[Web4lib] Data mining

Thu Feb 23 17:11:11 EST 2006

An issue came up twice yesterday and I was wondering what other peoples 
thoughts are on it. The first incident happened when we were notified by a 
vendor that they had denied access to one of our IPs because their "systems 
detected a systematic downloading" of their web content. We identified the 
user and learned it was a researcher who is downloading large collections 
of articles from various vendors on a very broad topic. He then has servers 
that use complex algorithms to search the full-text of the articles to 
determine which articles are pertinent to his research.

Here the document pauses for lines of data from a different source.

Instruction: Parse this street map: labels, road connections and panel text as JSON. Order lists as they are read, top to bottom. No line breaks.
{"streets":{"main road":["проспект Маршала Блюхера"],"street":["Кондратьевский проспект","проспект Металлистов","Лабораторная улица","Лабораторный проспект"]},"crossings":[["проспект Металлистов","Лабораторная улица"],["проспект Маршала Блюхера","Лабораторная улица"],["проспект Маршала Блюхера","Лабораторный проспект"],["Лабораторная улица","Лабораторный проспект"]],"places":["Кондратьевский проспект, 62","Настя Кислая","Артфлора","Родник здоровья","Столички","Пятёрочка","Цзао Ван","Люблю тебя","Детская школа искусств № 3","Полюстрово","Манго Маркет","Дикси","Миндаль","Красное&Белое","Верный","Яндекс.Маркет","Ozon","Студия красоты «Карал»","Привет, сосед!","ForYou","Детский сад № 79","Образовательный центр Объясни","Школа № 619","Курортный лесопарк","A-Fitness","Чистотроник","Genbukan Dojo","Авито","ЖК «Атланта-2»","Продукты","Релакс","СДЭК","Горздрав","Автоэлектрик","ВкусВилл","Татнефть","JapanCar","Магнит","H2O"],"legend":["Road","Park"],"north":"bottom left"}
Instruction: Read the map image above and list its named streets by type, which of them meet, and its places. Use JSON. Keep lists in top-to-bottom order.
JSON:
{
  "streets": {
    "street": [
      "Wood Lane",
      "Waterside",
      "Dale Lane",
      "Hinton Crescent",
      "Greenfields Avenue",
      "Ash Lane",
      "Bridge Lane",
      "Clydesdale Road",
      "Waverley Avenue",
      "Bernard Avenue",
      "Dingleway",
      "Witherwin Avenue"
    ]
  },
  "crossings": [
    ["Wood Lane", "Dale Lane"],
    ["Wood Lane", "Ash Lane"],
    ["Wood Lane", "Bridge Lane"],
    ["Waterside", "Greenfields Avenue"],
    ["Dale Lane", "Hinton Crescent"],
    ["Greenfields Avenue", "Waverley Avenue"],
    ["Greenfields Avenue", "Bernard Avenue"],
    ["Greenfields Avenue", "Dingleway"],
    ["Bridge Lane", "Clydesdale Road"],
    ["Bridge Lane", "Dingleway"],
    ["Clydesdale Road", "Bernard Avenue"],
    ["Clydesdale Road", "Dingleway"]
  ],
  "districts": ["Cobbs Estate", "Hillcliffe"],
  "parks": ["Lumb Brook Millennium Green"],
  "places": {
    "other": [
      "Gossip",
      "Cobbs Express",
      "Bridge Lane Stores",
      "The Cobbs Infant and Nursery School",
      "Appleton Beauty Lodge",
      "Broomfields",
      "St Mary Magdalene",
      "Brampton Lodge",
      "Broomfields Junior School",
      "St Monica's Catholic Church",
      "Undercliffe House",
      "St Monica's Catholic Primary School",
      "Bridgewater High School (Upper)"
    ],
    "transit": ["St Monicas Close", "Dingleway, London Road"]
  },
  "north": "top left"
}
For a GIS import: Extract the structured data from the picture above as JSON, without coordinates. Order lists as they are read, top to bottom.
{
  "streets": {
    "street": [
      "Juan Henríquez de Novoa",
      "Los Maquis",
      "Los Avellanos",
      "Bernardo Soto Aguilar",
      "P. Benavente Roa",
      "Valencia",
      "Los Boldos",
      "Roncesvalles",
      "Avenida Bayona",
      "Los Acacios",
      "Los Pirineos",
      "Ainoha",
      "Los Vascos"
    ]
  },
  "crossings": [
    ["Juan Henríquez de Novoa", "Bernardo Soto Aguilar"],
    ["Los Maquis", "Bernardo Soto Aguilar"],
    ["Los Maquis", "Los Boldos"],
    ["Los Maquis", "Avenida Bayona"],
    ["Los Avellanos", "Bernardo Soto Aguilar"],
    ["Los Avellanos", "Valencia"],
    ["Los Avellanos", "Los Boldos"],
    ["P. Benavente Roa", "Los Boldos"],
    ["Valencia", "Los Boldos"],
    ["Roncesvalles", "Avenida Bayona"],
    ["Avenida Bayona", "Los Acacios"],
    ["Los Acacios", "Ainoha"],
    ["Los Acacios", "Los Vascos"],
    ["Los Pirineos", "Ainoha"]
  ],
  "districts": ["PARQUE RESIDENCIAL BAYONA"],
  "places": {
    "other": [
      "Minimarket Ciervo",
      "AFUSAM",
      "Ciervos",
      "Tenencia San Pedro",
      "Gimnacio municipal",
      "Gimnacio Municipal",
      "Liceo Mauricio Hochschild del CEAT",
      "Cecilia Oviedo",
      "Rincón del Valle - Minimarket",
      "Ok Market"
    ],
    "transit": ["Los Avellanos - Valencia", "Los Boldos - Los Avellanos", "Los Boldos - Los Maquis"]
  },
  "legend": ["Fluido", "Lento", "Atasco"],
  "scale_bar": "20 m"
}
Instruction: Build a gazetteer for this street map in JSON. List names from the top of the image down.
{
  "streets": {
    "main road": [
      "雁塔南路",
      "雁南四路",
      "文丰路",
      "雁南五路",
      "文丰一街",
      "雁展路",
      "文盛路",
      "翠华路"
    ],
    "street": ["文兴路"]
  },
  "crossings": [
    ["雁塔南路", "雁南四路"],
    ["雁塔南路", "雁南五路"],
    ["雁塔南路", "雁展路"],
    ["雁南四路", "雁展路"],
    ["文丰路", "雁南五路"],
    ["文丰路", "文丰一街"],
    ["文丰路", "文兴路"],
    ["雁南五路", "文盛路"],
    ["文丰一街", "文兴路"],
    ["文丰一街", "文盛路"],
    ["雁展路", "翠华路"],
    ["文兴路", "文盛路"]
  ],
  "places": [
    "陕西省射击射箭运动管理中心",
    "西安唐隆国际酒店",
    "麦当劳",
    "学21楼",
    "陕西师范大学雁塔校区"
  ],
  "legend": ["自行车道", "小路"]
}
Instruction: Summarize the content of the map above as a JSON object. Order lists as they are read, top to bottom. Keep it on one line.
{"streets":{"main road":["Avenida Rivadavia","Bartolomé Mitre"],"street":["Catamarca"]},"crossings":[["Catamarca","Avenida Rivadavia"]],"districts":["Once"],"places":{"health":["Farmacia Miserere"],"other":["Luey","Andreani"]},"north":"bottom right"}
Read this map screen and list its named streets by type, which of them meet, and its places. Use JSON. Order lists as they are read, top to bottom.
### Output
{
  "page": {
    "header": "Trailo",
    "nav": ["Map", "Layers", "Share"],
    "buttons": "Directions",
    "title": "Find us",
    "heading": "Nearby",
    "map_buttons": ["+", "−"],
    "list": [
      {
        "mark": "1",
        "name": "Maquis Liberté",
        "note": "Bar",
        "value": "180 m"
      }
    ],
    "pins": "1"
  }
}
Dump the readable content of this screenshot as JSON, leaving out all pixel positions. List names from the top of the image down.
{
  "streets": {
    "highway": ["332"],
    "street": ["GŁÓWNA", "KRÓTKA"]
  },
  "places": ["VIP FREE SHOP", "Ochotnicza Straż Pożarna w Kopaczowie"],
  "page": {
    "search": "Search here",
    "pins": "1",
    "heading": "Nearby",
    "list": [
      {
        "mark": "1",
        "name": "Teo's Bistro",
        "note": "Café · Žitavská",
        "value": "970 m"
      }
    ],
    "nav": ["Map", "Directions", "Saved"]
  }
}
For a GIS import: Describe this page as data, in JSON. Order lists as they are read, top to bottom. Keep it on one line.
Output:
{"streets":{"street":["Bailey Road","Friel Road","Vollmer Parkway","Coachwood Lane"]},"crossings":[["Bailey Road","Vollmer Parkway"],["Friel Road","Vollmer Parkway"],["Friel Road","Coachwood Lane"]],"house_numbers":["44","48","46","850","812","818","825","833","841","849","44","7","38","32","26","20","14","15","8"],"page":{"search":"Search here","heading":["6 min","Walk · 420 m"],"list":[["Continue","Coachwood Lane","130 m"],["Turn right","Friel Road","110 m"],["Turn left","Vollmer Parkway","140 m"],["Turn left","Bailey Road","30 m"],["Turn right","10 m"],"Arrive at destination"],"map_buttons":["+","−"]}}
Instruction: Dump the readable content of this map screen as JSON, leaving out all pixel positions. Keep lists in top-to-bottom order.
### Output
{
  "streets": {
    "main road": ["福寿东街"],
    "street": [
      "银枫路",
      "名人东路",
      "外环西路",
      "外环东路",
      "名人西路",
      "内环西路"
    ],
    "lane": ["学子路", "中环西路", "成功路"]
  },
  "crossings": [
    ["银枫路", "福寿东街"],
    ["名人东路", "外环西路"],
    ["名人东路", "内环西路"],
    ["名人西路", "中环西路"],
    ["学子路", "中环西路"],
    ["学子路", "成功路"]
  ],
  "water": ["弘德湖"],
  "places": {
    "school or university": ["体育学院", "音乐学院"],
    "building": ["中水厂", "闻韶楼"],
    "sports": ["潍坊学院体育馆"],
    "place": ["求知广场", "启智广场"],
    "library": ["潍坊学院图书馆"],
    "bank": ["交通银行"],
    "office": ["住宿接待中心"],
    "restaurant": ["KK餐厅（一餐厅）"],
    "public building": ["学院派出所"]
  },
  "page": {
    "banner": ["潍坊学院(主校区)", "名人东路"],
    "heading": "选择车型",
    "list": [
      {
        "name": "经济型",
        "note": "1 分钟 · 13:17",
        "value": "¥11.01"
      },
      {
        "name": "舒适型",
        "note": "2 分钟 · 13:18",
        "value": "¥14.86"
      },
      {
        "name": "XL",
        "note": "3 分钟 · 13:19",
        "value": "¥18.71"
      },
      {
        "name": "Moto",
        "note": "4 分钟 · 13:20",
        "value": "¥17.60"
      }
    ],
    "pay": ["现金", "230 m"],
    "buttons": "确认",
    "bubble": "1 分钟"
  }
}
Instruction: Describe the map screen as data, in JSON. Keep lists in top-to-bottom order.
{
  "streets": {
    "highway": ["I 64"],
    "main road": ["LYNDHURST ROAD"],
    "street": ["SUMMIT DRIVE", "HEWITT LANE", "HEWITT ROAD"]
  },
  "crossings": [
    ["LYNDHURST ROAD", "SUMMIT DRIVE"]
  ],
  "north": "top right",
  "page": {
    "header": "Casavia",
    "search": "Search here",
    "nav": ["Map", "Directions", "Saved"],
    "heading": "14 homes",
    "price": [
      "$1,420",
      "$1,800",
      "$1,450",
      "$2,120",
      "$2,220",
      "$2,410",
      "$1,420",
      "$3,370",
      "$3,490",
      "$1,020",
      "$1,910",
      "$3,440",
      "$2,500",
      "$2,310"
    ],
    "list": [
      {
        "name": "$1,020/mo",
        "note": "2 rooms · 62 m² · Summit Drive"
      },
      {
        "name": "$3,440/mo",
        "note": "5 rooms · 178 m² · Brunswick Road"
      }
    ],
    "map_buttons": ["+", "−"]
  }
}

A few hours after this incident I saw a demo of a new product for science 
researchers called QUOSA. Within the software you connect to a database, do 
a search, and then select which articles you want to download. You can 
download as many articles as you want in the results list (as long as your 
institution has a subscription to the online journal). It will then 
download the articles and organize them. It also has a feature that allows 
you to search your local collections.

These two scenarios raised some ethical questions for me. Most (if not all) 
journal vendors state that they do not allow data mining but in both cases 
the users are downloading these articles because of the additional 
functionality that is not available within many of the databases i.e. it 
will actually allow you to index and search the actual full-text of an 
article not just the abstract and citation information. Have any of you 
come across this with any of your users? If so how did you handle it with 
the users and the vendors?

Michelle

Michelle Frisque
Head, Information Systems, Galter Health Sciences Library
Northwestern University, Chicago, IL
312-503-7074 voice / 312-503-1204 fax
mfrisque at northwestern.edu